The real purpose is platform interoperability.

Several of the platforms Scala intends to integrate with (currently Java, formerly .NET, maybe in the future Cocoa/Core Foundation/Swift/Objective-C) have a distinct notion of classes, and it is not always easy to have a 1:1 mapping between Scala traits and platform classes. This is different, for example, from interfaces: there is a trivial mapping between platform interfaces and Scala traits – a trait with only abstract members is isomorphic to an interface.

Classes, packages, and null are some examples of Scala features whose main purpose is platform integration.

The Scala designers try very hard to keep the language small, simple, and orthogonal.

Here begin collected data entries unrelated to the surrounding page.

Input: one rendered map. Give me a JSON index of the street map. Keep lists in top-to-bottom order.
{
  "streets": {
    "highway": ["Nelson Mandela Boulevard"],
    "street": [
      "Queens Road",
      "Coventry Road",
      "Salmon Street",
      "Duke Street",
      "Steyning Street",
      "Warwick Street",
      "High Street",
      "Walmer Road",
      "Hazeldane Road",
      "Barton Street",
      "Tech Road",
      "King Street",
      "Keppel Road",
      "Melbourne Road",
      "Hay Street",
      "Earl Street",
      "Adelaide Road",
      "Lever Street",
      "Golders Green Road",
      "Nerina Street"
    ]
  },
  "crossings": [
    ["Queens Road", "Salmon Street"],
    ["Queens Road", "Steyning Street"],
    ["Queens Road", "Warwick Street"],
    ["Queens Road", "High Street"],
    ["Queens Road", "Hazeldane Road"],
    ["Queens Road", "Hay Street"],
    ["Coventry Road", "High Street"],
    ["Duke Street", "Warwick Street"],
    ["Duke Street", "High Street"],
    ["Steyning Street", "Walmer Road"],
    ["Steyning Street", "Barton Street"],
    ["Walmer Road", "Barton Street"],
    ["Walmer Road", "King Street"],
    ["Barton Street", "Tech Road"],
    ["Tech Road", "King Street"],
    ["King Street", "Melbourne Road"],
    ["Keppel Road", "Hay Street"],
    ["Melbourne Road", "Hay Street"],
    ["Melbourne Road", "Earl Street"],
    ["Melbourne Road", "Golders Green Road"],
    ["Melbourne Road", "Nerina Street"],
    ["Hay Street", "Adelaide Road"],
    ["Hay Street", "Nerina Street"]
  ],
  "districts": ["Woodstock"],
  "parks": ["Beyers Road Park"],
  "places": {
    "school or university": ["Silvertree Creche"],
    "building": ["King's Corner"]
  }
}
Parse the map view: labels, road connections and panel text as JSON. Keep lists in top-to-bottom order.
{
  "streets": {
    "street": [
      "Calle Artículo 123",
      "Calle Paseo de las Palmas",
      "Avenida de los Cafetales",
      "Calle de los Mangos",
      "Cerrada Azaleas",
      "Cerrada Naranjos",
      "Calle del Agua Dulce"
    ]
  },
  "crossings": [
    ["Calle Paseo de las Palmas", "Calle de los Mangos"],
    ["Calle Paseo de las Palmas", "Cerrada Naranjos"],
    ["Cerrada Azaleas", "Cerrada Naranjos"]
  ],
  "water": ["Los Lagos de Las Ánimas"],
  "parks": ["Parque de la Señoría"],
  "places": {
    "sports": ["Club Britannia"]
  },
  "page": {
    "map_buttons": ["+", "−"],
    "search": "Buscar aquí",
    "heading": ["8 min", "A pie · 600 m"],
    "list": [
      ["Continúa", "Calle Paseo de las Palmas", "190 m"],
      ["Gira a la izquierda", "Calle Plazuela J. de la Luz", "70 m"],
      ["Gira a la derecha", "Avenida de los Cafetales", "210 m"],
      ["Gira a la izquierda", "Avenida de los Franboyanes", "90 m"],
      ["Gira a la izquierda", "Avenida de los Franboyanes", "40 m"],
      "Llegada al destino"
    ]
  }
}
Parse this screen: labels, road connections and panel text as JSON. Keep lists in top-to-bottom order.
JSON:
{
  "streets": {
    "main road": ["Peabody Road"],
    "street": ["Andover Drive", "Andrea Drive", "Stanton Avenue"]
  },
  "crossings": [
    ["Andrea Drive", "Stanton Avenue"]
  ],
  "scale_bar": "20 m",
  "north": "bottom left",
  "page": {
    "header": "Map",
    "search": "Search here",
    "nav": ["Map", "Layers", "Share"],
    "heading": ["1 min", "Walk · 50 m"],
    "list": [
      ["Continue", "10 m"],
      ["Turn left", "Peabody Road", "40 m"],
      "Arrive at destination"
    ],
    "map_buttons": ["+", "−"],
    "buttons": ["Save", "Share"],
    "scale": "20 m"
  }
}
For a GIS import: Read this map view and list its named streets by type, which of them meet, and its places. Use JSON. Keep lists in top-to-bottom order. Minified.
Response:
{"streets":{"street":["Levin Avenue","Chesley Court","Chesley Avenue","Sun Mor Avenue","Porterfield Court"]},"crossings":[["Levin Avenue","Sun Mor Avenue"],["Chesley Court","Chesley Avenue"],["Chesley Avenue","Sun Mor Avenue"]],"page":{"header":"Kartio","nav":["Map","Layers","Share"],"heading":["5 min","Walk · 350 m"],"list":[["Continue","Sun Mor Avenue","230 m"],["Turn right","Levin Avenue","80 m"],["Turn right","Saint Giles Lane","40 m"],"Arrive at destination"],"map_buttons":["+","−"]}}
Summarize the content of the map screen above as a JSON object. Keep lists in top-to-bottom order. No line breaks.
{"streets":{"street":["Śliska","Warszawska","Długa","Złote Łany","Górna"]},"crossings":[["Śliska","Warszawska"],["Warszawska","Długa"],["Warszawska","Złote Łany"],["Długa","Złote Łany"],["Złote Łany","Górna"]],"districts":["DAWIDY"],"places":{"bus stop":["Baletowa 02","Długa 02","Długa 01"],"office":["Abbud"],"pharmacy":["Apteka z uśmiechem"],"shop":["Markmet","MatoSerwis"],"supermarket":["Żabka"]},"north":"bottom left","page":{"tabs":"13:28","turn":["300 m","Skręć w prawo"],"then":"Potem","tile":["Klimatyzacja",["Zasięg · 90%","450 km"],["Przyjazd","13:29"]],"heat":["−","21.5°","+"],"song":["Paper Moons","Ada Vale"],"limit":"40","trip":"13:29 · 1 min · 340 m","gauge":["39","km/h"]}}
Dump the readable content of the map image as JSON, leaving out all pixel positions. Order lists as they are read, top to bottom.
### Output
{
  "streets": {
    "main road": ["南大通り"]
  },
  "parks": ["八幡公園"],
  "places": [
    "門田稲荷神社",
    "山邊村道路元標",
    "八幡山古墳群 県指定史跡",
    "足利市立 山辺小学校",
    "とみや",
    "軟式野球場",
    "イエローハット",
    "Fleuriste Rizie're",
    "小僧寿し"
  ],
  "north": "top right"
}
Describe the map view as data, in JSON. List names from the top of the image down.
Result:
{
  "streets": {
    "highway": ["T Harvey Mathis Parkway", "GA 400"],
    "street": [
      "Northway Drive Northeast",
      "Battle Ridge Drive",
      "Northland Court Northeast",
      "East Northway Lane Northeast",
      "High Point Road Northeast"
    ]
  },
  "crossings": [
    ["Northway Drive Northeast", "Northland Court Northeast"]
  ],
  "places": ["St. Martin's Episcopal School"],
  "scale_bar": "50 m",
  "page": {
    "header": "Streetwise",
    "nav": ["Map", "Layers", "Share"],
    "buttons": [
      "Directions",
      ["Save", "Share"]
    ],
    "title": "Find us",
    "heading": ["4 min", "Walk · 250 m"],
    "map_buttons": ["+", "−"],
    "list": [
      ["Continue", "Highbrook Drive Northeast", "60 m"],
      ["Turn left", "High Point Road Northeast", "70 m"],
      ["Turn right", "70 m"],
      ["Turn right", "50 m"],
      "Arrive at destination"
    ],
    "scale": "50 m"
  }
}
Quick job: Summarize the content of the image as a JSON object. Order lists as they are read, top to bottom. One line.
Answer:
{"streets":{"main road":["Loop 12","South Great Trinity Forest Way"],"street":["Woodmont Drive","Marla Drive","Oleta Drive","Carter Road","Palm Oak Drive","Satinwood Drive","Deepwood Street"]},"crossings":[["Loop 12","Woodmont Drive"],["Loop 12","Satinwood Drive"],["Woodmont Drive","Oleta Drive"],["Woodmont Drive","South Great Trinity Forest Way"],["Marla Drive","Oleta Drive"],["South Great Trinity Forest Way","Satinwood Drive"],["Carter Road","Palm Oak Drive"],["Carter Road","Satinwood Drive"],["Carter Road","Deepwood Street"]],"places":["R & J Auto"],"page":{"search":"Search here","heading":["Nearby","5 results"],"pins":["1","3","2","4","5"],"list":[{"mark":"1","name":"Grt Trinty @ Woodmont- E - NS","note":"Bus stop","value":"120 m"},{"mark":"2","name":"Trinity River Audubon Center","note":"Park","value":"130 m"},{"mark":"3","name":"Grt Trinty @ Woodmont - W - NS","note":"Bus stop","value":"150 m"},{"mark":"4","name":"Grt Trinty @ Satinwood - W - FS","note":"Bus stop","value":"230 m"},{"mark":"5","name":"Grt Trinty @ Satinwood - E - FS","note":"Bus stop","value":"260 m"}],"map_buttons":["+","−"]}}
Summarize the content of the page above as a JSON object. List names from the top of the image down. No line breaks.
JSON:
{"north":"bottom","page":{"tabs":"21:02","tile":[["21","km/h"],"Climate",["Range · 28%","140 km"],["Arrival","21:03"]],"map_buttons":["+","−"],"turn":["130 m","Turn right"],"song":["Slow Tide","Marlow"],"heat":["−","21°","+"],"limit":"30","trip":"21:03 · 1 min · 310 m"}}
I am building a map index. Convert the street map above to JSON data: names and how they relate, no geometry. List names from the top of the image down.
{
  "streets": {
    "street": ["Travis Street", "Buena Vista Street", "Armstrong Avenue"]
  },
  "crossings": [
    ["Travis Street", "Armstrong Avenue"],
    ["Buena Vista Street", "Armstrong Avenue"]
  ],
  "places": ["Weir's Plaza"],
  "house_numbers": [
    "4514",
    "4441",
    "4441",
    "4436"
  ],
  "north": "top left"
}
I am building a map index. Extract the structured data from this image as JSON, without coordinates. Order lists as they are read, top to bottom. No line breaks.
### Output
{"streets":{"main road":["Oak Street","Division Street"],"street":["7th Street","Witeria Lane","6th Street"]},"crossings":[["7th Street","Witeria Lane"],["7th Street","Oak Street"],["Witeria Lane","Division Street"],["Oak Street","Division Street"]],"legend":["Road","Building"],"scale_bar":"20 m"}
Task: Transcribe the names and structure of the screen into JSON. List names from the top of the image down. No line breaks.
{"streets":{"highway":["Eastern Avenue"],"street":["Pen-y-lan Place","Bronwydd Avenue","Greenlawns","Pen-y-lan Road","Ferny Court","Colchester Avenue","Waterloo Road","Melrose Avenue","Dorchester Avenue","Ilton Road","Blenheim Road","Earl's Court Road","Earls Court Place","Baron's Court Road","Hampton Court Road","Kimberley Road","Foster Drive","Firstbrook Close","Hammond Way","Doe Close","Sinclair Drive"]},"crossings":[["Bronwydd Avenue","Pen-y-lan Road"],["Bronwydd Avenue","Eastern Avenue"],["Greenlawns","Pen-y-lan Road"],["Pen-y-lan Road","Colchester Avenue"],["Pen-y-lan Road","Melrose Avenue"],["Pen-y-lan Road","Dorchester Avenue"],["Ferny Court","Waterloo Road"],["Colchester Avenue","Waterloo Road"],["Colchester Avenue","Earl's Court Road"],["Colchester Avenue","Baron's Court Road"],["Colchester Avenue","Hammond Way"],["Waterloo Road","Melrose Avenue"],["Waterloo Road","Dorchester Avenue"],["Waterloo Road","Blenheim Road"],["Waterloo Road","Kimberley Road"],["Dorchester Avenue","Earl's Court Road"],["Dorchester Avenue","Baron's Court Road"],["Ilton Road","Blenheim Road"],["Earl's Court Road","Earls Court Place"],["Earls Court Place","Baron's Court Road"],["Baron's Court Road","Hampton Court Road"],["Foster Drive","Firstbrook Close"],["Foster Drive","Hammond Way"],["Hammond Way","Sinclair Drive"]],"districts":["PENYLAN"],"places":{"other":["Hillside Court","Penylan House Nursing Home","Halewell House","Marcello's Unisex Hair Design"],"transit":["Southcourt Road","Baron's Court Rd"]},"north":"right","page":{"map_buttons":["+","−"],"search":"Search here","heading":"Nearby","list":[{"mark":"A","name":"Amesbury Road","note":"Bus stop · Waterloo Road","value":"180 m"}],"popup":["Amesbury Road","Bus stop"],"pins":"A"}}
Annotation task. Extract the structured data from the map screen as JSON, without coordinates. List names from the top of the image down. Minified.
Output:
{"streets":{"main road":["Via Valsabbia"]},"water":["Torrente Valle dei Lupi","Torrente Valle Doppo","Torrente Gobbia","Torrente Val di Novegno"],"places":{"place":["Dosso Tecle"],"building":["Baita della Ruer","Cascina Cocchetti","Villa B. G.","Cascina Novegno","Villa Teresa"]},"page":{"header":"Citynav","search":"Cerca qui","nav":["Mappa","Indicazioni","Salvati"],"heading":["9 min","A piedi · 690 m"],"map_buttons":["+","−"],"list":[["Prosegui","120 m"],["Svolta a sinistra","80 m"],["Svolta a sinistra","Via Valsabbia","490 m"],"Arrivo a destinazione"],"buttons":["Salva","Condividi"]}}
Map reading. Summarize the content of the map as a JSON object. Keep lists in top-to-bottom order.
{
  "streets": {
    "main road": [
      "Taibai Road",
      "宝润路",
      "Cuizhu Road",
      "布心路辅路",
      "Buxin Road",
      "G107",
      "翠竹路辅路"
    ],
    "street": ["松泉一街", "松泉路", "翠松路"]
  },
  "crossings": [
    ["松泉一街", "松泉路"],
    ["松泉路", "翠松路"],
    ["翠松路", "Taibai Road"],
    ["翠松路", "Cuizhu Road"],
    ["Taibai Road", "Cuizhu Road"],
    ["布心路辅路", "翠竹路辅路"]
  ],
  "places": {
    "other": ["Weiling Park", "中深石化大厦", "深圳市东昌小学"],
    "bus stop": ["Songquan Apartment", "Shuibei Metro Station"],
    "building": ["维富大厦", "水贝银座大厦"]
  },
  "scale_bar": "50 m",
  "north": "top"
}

But Scala is also explicitly intended to integrate well with existing platforms. In fact, even though Scala is a fine language in itself, it was specifically designed as a replacement for the major platform languages (Java on the Java platform, C# on the .NET platform). And in order to do that, some compromises have to be made:

• Scala has classes, even though they are redundant with traits (assuming we add constructors to traits), because it's easy to map Scala classes to platform classes and almost impossible to map traits to platform classes. Just look at the hoops Scala has to jump through to compile traits to efficient JVM bytecode. (For every trait there is an interface which contains the API and a static class which contains the methods. For every class the trait is mixed into, a forwarder class is generated that forwards the method calls to trait methods to the static class belonging to that trait.)
• Scala has packages, even though they are redundant with objects. Scala packages can be trivially mapped to Java packages and .NET namespaces. Objects can't.
• Package Objects are a way to overcome some of the limitations of packages, if we didn't have packages, we wouldn't need package objects.
• Type Erasure. It is perfectly possible to keep generic types around when compiling to the JVM, e.g. you could store them in annotations. But third-party Java libraries will have their types erased anyway, and other languages won't understand the annotations and treat Scala types as erased, too, so you have to deal with Type Erasure anyway, and if you have to do it anyway, then why do both?
• null, of course. It is just not possible to automatically map between null and Option in any sane way, when interoperating with real-world Java code. You have to have null in Scala, even though we rather wished it weren't there.